• DATA EXTRACT
##############################
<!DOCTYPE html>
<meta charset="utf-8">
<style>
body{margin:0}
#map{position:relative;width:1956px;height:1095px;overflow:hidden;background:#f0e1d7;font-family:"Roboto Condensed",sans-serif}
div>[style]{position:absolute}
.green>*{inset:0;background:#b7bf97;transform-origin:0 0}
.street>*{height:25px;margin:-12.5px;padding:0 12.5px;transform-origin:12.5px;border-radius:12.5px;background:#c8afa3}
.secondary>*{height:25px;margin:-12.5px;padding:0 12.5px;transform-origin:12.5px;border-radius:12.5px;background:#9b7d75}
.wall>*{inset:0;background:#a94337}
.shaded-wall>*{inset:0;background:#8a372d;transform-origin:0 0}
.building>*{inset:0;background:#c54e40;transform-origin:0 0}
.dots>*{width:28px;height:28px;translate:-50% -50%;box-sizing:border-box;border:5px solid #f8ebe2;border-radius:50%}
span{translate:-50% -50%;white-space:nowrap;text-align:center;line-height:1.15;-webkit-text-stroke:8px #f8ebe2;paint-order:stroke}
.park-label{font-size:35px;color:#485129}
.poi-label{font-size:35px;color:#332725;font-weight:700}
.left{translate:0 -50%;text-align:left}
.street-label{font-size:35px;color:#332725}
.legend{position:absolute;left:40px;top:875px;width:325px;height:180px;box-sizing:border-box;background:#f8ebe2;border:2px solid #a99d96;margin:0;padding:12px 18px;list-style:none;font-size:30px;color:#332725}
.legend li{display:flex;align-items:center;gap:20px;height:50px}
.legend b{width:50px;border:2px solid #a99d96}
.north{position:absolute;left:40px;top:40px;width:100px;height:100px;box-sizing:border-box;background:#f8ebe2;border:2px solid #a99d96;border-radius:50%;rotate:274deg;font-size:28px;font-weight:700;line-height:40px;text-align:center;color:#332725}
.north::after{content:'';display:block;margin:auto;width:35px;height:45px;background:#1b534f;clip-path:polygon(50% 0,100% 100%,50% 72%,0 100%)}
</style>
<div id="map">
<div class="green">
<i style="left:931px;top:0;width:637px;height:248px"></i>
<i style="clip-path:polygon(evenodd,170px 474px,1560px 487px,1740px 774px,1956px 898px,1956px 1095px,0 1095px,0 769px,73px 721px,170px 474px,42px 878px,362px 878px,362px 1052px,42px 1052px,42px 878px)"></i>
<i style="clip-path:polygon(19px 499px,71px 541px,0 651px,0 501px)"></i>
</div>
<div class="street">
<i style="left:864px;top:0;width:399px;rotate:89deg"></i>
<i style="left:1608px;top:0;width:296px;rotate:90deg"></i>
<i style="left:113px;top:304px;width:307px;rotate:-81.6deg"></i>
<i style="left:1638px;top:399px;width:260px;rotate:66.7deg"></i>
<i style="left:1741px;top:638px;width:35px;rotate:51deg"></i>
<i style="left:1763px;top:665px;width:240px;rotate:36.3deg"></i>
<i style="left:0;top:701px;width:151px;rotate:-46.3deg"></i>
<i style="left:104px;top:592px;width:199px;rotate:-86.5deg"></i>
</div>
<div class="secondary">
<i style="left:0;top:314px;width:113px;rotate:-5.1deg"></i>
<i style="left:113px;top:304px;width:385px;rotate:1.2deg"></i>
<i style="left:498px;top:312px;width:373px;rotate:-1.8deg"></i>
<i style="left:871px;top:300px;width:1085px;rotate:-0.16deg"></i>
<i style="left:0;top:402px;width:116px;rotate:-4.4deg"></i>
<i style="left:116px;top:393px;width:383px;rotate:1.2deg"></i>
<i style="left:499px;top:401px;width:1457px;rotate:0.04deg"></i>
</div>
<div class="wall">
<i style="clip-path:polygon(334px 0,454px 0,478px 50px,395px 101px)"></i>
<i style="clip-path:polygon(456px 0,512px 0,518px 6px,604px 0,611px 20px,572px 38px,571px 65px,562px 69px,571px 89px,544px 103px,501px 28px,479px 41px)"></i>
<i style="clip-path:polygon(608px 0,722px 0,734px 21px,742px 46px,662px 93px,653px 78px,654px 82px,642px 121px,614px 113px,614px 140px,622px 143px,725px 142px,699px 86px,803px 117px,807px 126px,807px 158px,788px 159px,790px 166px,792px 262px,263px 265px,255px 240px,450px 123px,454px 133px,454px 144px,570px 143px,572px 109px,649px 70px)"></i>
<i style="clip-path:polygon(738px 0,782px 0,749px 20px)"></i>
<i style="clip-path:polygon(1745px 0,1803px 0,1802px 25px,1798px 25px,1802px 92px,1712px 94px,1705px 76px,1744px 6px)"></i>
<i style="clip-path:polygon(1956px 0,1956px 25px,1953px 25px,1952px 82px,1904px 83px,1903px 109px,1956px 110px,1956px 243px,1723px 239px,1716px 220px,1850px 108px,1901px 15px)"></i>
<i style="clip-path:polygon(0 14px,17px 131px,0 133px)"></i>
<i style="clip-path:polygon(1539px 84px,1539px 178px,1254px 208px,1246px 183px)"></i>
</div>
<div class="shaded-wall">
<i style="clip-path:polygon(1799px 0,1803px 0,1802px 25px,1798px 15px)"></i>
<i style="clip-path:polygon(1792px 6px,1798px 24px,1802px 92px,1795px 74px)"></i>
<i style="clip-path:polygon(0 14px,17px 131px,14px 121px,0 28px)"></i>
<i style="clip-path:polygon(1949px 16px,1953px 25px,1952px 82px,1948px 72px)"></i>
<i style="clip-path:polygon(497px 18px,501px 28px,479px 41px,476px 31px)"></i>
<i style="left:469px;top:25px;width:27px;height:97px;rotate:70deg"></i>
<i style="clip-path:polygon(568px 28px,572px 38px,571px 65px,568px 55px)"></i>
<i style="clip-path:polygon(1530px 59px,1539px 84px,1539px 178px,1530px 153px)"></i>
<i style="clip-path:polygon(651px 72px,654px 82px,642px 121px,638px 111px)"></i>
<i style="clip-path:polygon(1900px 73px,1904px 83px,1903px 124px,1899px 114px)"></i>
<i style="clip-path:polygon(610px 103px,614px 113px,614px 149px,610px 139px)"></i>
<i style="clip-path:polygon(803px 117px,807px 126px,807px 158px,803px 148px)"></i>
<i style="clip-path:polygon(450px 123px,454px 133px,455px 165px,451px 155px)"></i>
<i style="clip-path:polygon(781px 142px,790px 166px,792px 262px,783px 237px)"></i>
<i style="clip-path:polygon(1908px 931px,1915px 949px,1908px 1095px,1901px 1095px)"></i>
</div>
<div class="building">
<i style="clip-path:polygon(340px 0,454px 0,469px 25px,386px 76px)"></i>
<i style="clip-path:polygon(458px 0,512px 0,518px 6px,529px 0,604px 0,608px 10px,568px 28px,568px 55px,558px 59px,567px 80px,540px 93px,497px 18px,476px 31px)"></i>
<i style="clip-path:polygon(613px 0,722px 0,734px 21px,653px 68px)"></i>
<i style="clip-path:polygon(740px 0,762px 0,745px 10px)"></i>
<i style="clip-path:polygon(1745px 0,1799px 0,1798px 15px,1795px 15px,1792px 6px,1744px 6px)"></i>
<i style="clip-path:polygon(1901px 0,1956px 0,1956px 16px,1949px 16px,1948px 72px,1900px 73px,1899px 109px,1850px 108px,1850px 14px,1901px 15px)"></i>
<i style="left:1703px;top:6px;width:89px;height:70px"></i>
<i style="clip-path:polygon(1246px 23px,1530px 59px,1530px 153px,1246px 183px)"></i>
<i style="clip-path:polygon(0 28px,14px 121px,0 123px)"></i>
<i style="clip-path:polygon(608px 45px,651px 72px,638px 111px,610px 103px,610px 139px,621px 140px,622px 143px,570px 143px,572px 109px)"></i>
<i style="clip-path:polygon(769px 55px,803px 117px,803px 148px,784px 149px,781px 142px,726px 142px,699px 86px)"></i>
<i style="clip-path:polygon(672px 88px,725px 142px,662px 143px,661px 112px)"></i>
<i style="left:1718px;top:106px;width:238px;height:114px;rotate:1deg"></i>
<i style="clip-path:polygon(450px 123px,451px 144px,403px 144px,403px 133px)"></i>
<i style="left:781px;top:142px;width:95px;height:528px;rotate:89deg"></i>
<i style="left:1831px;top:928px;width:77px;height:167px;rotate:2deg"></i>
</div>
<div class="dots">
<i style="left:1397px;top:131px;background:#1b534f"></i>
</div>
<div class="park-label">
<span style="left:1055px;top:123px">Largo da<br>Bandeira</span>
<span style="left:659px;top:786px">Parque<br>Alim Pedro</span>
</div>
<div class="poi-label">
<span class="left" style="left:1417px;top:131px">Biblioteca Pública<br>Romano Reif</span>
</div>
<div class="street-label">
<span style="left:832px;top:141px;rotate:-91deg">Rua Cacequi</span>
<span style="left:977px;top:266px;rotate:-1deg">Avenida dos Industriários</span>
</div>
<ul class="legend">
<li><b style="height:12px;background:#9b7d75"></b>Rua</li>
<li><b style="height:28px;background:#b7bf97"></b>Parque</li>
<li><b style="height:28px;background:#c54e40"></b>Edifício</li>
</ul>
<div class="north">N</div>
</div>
##############################
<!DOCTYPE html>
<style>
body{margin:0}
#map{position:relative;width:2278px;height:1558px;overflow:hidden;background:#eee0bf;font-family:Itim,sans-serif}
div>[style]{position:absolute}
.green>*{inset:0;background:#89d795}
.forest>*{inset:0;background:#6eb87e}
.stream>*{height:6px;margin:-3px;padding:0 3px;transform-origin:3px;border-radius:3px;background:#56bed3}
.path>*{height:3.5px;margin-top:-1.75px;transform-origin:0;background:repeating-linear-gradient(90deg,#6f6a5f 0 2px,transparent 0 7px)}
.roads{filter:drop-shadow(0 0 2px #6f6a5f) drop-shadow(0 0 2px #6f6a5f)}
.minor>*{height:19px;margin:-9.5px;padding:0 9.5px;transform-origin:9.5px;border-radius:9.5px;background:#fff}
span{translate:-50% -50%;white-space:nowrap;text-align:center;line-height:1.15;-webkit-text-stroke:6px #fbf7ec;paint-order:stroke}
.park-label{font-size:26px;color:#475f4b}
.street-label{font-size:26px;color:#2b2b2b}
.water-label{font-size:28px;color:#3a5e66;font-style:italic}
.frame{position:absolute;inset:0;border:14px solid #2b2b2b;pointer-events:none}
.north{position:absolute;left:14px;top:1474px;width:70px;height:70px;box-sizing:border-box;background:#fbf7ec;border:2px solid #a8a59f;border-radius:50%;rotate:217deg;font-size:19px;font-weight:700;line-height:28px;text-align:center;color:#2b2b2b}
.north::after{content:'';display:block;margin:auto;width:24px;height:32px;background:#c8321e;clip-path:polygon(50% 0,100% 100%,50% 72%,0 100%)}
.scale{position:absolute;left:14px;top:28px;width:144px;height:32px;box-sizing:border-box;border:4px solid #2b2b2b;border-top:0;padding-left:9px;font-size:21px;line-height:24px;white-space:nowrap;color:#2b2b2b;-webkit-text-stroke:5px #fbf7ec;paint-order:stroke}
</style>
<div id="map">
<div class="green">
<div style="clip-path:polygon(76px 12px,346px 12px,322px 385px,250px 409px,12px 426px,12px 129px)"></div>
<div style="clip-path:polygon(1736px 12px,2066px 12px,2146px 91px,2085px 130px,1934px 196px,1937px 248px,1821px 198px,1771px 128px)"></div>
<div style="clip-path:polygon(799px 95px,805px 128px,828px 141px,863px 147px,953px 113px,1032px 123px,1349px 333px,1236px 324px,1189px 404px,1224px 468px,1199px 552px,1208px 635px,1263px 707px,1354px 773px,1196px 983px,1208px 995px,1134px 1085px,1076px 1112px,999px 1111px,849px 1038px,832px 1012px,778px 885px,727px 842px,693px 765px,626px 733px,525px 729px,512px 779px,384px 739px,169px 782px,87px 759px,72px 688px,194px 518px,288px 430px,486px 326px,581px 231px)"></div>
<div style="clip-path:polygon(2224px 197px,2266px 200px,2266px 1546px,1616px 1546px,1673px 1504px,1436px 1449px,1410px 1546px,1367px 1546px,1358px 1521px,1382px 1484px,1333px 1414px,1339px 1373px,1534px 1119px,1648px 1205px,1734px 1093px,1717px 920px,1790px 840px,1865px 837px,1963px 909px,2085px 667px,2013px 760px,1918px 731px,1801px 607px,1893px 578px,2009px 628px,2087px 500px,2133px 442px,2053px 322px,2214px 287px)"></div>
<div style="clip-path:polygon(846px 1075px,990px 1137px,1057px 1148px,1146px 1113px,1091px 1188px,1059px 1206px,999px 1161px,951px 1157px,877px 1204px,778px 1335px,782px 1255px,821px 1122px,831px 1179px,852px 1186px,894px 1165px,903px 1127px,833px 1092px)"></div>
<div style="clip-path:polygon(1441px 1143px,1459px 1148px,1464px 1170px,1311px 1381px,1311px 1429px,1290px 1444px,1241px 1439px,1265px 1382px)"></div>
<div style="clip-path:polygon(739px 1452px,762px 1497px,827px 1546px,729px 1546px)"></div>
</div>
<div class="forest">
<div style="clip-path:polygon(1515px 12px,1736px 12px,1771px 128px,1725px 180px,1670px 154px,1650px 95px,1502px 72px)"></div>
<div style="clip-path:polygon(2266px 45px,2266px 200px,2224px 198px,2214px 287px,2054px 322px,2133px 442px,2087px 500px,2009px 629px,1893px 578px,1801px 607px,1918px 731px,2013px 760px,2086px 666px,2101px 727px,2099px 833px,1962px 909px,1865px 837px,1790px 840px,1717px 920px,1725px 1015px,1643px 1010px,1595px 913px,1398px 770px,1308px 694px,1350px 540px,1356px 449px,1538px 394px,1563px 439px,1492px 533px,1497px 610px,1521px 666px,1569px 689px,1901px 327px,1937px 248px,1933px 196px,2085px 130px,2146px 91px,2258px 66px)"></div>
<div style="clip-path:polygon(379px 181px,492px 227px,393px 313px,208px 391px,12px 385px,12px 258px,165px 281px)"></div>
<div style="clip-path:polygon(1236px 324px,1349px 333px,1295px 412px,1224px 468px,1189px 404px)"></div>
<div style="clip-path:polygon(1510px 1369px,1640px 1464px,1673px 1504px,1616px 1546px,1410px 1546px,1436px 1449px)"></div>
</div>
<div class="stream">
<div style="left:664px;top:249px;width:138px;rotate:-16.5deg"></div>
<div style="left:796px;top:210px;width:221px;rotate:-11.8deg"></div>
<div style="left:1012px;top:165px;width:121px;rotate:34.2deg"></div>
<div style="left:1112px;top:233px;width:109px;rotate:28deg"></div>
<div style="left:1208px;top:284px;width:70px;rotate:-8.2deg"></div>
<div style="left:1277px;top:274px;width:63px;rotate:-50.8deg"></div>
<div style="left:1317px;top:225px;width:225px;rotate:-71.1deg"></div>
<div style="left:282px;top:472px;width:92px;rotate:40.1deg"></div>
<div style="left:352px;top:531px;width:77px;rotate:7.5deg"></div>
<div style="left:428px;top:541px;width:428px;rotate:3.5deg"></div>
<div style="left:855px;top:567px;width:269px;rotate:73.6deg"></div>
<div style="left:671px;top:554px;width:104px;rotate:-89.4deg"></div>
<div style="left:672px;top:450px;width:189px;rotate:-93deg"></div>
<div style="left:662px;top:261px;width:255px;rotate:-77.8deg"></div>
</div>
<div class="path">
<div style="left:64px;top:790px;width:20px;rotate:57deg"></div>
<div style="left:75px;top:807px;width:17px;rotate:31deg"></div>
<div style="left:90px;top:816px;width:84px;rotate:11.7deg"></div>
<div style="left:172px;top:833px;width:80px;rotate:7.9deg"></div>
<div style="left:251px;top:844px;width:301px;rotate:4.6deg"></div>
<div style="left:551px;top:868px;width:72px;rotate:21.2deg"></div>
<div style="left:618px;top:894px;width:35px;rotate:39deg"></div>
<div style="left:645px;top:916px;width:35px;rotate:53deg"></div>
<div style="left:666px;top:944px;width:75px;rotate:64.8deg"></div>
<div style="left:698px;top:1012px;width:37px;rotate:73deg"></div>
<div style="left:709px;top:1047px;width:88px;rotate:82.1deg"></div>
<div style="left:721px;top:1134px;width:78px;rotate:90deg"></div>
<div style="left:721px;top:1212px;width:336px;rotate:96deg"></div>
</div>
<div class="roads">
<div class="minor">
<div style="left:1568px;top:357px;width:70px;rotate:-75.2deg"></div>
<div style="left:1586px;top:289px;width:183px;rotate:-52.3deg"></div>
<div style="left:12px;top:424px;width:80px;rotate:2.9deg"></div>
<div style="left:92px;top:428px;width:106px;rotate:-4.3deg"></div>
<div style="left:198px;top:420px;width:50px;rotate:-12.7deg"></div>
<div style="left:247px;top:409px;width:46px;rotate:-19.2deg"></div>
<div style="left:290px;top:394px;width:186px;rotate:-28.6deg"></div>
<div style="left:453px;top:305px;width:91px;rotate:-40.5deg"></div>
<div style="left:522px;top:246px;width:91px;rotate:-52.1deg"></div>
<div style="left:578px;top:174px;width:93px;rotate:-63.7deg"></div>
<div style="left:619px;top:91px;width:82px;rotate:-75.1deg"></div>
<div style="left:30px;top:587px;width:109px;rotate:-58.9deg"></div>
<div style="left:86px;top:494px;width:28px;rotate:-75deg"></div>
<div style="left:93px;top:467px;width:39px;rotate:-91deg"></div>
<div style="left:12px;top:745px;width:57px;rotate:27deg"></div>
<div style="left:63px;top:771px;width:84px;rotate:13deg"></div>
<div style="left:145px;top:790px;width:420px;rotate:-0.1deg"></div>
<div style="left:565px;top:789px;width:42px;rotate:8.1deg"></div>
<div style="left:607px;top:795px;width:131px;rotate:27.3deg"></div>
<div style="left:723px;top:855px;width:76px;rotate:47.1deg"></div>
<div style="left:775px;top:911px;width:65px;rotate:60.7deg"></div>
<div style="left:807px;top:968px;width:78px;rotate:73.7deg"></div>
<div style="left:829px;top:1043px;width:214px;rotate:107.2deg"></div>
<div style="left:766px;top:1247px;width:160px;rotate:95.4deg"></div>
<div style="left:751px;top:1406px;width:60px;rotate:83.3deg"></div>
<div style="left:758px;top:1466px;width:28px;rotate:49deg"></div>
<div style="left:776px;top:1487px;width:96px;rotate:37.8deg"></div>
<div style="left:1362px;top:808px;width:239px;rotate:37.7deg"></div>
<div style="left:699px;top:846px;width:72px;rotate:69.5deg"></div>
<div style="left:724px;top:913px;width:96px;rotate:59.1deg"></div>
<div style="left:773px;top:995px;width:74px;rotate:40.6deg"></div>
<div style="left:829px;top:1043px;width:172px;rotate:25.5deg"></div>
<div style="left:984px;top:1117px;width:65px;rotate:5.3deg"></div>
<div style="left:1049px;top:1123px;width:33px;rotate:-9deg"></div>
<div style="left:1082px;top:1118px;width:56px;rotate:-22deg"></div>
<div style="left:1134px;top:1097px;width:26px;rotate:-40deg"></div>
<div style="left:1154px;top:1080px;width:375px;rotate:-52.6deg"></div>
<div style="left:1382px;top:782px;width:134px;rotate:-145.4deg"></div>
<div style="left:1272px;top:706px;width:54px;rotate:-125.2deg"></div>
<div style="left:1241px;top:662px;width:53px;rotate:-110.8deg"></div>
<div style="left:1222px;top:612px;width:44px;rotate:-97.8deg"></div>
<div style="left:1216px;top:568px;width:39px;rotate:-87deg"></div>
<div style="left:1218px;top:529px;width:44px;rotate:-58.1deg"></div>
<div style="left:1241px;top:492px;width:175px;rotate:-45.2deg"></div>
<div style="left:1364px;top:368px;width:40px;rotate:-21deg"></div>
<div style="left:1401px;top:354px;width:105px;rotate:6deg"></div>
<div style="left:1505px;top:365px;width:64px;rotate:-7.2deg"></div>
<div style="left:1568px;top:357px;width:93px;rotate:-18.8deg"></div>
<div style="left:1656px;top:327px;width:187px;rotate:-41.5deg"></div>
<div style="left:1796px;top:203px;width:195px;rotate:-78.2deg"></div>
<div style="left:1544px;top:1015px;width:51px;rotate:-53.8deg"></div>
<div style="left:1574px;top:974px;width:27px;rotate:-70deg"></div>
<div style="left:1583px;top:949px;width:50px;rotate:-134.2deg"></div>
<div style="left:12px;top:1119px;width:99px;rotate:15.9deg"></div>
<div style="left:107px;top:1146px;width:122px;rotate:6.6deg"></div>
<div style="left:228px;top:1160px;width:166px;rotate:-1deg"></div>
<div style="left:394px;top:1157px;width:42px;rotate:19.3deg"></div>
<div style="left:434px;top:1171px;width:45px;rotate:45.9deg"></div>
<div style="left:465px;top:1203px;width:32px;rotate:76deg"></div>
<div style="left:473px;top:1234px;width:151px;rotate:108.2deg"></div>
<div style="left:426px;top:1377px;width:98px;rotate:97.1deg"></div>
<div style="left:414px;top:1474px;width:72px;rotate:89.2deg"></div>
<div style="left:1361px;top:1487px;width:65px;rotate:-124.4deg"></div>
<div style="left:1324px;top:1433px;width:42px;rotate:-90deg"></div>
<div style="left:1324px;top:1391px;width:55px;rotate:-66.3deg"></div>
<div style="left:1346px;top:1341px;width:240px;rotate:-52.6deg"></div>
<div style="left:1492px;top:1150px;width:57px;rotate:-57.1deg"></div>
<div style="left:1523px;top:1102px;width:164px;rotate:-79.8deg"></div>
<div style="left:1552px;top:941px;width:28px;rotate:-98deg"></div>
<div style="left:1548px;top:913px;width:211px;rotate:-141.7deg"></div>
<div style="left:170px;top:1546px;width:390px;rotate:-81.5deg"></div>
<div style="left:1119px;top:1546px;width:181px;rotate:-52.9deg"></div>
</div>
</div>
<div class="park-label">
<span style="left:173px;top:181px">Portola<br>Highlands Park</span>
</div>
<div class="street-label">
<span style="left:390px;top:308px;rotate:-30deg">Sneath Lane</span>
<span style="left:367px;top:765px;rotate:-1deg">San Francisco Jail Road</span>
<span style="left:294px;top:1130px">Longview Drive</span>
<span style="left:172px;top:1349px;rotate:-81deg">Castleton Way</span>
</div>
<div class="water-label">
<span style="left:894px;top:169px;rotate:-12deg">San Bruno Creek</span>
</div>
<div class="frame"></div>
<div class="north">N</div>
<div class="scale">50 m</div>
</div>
##############################
• WORK REQUEST
Pick out and copy the lines of the entries that hold the string "overflow".

• RESPONSE FOR THIS EXERCISE
#map{position:relative;width:1956px;height:1095px;overflow:hidden;background:#f0e1d7;font-family:"Roboto Condensed",sans-serif}
#map{position:relative;width:2278px;height:1558px;overflow:hidden;background:#eee0bf;font-family:Itim,sans-serif}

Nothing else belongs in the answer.